Thursday, March 06, 2003

I think John Scalzi puts his finger on it (I just hope he washes it afterward):
The fundamental problem with the Bush Administration is that it appears to be working from the position that being right excuses being incompetent. This presents two problems. First, when it happens that the administration is right, as it is in wanting Saddam removed at the earliest available opportunity, it blunders about being right in such a way that others would prefer to be wrong rather than to be in its company.

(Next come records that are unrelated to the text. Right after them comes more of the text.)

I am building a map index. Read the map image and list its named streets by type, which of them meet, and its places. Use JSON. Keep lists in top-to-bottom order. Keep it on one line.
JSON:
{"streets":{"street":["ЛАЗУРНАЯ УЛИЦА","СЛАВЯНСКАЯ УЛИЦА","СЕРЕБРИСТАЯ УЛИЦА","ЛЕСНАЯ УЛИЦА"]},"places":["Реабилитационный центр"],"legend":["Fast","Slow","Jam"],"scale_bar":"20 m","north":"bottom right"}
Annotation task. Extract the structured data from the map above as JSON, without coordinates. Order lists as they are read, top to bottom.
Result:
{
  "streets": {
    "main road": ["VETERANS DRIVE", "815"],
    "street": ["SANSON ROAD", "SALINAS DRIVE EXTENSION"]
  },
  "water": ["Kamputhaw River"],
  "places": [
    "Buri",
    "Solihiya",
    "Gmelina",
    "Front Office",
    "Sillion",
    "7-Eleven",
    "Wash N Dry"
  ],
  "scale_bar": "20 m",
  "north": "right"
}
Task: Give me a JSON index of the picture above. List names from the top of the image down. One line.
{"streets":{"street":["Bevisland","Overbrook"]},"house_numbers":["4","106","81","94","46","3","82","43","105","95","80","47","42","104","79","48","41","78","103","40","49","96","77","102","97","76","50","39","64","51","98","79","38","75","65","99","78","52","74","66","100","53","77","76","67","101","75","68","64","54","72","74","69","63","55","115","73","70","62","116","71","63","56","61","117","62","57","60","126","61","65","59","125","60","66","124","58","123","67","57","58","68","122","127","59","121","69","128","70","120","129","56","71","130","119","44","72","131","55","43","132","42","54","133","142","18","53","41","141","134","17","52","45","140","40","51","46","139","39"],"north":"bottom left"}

This is what I find particularly galling about this administration's incompetence. They are making the world less safe because they are allowing their obsession with Saddam to destroy our close ties with our allies. And, in the end, they may actually make the world safer for Saddam in the process if the growing anti-war movement manages to derail the Bush juggernaut (still possible, though highly unlikely).
I fear for the fact that the Bush administration wants to promote the development of hydrogen engines; if it goes about promoting the program like it's handling Iraq, we'll be stuck sucking oil out of the Arabian peninsula for another three centuries.
Which could, of course, be the whole point. If you can't fight something you don't like, adopt it whole-heartedly, and then destroy it from within. It's kind of the Bill Gates approach to national leadership. It's also how viruses work.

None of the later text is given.